Individual region – Show the consensus flowgram of the reads from an individual region of the PicoTiterPlate Device, for the Control DNA sequence specified.
o Style: choice of Bars, Lines, or Lollipop plot styles. In all cases, the reagent flowed in each step is color-coded, per the legend. The lines and lollipop styles are narrower than the bar style, and will allow viewing of more of a Run without scrolling.
•
Navigation and data capture buttons:o All the buttons in this window have common functions: setting and adjusting the zoom level of the plot display or allowing a user to save the data as a text file or snapshot image. See Section 3.3.4 for a description of the navigation and data capture button functions.
o The text file and snapshot image buttons will save a file containing the data or view for all three plots.

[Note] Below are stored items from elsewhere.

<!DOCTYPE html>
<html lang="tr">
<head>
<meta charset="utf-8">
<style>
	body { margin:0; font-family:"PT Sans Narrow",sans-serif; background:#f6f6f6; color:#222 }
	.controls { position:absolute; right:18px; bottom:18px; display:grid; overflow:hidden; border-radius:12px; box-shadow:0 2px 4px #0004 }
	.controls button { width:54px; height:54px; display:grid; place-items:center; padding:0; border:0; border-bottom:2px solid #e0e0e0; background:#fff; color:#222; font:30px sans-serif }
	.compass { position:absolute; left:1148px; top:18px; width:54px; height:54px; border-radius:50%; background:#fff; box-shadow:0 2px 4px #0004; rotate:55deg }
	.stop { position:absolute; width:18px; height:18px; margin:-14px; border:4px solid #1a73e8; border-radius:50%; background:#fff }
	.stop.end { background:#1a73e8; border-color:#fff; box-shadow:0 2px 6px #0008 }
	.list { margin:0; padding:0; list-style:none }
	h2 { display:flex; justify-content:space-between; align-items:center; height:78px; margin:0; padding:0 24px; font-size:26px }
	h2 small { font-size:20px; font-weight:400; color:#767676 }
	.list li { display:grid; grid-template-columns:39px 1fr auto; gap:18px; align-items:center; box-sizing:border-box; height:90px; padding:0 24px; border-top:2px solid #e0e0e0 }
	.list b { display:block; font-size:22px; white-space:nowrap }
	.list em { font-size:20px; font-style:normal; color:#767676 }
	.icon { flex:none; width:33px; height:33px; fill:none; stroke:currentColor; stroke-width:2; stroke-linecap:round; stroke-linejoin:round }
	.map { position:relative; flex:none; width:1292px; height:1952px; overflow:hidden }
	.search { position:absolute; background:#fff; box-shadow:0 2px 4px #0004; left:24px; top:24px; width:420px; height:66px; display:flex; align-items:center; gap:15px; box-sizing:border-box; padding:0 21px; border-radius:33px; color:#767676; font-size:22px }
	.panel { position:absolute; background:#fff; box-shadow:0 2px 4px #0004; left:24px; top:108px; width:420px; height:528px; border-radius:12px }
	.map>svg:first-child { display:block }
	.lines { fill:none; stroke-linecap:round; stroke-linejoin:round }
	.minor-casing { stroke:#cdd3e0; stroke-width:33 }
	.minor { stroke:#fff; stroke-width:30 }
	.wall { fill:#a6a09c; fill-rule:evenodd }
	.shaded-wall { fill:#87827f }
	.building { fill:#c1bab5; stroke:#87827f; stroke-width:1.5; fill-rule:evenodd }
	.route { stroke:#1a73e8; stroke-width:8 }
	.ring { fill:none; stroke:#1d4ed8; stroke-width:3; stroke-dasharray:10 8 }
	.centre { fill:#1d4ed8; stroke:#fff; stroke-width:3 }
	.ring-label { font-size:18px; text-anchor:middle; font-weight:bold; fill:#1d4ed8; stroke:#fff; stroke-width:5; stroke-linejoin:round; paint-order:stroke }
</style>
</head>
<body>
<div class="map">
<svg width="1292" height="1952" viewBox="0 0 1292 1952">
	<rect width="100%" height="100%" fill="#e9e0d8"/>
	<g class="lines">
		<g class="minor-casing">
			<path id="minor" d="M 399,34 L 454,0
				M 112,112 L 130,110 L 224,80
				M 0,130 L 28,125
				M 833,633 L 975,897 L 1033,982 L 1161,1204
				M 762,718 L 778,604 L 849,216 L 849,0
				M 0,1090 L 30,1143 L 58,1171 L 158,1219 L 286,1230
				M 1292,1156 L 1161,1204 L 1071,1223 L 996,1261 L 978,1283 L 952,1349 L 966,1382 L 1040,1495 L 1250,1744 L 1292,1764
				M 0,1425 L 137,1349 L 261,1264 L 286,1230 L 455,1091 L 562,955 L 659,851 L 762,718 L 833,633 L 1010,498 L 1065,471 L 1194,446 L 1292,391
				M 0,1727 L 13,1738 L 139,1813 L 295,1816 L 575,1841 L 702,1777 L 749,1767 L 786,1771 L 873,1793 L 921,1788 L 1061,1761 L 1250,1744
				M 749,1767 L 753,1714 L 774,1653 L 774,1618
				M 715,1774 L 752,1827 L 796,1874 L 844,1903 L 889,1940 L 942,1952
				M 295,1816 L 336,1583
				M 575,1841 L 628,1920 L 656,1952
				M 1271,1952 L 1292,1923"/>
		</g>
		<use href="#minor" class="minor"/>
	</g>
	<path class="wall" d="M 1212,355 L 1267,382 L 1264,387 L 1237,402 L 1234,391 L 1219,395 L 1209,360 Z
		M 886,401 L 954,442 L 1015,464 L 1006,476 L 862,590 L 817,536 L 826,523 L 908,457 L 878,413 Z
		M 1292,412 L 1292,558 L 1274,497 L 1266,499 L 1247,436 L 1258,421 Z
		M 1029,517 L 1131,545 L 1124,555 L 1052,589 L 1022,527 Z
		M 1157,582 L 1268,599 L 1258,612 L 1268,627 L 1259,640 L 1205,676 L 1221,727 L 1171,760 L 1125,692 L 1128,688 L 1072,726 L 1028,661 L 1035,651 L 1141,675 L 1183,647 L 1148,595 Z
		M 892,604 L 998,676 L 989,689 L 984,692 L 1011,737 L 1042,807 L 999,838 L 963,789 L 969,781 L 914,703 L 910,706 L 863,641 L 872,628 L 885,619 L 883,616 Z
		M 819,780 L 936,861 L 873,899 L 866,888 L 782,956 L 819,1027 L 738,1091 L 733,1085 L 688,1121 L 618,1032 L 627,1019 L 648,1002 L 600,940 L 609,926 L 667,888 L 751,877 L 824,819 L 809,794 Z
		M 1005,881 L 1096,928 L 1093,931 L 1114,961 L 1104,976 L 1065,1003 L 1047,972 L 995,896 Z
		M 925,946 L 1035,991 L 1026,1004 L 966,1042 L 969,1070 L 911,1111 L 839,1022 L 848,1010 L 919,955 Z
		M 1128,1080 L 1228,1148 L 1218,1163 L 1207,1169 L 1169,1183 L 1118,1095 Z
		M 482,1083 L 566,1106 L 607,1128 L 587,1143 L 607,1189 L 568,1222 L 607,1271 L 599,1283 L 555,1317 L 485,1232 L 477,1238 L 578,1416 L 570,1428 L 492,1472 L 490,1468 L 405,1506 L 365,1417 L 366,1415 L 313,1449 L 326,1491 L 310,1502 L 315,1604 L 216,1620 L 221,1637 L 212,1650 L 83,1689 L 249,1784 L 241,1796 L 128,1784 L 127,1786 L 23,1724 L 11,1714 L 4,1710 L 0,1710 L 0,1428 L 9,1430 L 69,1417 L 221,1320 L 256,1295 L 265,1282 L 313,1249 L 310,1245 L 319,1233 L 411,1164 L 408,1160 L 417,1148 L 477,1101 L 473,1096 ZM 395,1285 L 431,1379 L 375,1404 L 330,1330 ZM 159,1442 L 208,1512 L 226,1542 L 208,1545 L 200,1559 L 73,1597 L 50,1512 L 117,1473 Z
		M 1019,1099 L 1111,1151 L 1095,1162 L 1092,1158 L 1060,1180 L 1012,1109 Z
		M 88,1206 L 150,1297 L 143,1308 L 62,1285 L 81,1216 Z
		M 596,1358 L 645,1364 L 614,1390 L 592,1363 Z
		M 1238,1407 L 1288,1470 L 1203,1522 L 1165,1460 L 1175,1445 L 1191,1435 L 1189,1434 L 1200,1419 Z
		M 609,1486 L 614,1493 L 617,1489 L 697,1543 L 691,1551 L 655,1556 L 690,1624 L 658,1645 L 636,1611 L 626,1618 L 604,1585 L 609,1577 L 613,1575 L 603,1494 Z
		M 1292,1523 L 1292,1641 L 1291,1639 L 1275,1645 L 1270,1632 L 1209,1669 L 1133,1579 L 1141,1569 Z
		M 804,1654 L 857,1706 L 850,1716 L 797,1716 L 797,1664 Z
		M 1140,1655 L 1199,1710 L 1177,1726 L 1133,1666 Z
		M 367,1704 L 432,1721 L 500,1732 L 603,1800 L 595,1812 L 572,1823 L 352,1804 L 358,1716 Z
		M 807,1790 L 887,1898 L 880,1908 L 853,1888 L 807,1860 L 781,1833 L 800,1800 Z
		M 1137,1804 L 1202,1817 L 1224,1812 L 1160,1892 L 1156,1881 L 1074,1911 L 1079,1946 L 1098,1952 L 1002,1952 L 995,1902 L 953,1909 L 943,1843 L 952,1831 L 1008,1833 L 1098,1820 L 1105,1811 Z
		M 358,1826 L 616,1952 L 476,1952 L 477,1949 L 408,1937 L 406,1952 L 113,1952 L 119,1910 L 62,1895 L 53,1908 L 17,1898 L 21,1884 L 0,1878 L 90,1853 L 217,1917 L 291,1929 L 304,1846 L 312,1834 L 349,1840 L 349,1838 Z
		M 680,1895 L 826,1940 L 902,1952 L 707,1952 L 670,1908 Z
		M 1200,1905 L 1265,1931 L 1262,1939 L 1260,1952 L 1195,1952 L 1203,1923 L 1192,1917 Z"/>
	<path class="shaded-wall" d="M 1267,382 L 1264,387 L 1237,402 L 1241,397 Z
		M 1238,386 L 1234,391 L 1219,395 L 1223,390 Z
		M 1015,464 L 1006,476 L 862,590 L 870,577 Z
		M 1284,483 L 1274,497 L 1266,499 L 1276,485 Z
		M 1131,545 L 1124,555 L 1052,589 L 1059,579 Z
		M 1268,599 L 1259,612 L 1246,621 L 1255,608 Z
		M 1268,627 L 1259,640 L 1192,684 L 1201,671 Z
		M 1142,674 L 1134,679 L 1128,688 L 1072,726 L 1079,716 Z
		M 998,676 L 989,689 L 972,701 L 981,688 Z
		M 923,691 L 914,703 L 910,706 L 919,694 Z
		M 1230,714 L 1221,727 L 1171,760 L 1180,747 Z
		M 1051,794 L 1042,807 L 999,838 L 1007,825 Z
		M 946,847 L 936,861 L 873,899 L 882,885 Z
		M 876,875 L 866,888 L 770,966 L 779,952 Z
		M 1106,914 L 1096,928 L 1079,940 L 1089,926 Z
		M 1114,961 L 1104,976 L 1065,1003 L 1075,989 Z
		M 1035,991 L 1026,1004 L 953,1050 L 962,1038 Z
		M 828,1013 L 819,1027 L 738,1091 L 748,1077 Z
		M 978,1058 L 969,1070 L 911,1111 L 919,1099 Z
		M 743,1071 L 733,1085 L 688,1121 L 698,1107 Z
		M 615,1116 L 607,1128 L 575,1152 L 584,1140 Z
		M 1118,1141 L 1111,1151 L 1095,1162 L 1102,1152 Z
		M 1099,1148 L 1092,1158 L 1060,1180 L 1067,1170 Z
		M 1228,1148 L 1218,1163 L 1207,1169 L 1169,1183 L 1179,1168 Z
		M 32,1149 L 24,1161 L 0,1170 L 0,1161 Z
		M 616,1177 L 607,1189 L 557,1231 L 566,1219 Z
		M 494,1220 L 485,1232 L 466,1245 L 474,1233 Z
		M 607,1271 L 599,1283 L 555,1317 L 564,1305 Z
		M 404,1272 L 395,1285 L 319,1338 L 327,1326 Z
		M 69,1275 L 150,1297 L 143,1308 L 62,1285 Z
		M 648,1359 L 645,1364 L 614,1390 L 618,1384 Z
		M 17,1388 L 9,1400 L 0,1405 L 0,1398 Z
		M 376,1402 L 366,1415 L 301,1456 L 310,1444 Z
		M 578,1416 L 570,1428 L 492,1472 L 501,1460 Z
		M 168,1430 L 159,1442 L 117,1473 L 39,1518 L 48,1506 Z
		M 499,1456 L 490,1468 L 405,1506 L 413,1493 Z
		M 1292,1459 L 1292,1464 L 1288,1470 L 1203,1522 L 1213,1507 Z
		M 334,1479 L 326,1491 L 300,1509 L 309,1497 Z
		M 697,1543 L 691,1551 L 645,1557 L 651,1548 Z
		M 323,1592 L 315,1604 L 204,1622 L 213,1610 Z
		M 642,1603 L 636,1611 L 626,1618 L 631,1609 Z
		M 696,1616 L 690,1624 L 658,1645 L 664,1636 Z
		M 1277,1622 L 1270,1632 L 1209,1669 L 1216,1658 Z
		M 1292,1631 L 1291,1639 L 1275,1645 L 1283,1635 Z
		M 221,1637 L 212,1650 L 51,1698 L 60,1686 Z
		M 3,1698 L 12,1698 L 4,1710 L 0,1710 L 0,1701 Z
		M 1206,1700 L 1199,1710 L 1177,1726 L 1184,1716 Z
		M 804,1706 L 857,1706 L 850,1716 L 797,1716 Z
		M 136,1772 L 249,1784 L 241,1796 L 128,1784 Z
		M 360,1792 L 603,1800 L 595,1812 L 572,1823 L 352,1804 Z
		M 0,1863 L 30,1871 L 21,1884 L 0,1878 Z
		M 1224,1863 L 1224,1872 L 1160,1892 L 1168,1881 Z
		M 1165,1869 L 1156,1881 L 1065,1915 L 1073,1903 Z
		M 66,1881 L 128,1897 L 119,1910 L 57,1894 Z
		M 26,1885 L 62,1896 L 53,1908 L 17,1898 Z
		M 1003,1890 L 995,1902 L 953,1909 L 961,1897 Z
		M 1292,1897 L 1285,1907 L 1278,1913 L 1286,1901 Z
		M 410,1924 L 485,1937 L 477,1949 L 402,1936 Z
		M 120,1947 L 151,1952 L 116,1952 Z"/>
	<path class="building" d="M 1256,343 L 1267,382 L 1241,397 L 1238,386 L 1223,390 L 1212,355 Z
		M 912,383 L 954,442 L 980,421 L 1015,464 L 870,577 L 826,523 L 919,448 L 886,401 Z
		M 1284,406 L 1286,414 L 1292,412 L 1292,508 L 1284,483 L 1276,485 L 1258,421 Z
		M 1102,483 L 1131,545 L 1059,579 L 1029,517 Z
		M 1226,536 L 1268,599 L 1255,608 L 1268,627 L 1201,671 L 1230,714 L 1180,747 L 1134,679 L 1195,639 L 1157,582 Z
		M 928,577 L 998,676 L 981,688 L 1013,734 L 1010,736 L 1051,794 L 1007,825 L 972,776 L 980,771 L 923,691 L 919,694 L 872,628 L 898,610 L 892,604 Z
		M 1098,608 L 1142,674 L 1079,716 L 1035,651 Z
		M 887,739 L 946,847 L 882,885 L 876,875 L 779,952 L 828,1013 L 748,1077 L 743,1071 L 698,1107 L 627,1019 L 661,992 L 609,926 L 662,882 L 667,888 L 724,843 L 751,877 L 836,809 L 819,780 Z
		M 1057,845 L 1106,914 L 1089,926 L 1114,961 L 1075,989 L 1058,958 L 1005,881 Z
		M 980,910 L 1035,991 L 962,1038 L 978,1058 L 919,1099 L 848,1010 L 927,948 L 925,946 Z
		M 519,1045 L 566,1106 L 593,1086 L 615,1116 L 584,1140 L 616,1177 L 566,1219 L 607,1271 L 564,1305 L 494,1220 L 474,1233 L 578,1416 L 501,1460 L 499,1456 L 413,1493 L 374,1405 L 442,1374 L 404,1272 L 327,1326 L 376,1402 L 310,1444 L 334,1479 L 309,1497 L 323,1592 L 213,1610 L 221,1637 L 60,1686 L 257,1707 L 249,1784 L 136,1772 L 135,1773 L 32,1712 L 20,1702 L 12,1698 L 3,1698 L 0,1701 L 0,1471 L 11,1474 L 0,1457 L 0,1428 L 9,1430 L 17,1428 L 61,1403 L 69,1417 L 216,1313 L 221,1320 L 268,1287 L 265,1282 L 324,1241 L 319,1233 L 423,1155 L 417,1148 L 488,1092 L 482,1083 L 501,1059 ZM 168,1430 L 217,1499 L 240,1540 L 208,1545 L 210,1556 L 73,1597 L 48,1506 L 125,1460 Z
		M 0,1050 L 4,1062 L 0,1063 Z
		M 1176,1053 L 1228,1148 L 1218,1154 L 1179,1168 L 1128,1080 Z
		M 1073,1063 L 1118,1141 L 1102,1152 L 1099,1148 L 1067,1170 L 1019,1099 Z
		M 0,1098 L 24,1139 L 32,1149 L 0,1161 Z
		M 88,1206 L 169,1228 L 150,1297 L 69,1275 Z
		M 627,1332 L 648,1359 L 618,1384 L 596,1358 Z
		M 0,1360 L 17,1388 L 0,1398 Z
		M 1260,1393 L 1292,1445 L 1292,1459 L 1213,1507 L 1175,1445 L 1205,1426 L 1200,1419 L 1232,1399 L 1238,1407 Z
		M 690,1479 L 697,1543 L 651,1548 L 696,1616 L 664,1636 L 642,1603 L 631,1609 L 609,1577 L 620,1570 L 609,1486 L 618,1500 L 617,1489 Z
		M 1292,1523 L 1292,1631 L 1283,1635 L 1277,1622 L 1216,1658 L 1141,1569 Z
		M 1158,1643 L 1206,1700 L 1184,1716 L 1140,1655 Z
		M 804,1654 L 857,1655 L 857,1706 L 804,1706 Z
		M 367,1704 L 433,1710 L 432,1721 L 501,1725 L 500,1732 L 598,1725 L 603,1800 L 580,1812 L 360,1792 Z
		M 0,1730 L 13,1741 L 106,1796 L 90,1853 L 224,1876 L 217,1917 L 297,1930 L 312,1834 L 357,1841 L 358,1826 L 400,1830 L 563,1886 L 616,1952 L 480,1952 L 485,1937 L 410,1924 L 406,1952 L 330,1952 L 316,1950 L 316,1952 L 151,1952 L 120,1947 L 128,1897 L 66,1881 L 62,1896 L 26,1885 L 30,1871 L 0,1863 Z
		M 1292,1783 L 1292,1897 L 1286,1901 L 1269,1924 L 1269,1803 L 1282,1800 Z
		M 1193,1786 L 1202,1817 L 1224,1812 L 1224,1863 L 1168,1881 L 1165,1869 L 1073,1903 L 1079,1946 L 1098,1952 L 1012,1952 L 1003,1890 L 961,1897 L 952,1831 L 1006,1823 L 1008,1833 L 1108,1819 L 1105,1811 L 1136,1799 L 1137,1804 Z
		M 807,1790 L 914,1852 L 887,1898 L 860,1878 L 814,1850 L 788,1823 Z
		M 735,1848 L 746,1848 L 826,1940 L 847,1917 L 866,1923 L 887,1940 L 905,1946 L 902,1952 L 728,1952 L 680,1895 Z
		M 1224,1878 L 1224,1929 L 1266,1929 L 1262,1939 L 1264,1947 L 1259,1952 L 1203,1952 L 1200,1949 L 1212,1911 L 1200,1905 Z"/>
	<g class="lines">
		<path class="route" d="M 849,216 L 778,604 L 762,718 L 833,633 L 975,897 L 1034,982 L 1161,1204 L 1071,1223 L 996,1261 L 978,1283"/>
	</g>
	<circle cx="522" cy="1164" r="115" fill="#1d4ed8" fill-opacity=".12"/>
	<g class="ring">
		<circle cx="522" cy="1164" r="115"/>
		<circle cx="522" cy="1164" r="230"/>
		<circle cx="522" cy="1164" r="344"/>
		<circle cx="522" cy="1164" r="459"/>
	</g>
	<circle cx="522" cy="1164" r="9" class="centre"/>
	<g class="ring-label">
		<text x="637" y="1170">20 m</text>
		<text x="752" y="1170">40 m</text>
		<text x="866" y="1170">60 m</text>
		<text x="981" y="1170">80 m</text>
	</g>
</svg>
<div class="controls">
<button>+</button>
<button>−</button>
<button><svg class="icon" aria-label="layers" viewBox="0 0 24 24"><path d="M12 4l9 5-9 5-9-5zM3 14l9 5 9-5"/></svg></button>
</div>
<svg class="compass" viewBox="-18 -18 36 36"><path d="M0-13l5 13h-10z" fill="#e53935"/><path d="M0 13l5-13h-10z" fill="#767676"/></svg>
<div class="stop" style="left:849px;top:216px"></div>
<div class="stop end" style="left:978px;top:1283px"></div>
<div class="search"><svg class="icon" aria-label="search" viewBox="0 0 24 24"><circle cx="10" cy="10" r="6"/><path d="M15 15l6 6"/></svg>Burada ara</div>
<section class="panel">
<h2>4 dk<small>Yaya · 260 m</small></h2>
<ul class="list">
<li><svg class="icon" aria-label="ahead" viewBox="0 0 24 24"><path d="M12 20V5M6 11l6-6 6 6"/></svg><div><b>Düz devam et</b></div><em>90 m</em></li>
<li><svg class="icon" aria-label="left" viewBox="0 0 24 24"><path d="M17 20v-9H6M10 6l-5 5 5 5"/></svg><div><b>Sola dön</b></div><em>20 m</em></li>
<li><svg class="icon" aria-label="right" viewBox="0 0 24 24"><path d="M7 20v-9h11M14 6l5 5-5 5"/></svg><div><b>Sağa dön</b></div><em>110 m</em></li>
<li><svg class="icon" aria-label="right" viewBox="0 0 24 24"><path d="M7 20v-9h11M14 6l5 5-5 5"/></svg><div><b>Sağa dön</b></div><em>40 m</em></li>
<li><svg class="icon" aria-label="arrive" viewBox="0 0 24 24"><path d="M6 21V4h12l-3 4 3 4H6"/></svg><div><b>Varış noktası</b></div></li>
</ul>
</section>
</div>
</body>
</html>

o The bottom plot contains separate zooming buttons because the scrolling and zooming of the plots are tied together except for the y-axis of the bottom plot (see below).
•
Plot display:o The top plot displays the idealized flowgram for the Control DNA sequence selected, generated by taking the known nucleotide reference sequence and converting each homopolymer stretch into a corresponding signal (e.g. “AAA”
becomes a signal of 3.0 in the next A flow). The middle plot displays the consensus flowgram calculated as a flow-by-flow average of all the reads matching this Control DNA sequence in the region(s) selected; and the bottom plot displays the flow-by-flow differences between the top two plots.
o The plot shares the common scrolling and zooming functions of the GS Run Browser plots. See Section 3.3.3 for a description of the plot functions.
o As with other tri-flowgrams, the scrolling and zooming of the three plots are tied together. All three plots scroll and zoom together along the x-axis, and the top two plots scroll and zoom together along the y-axis as well (the bottom
“difference” plot scrolls and zooms separately along the y-axis).
o Since the bottom plot zooms separately, it has its own zoom buttons.
o The horizontal bars between the plots allow for adjusting the heights of the three plots.
o When the mouse pointer is over the plot, the mouse tracker shows the flow number, the reagent flowed and the N-mers count for the flow under the pointer.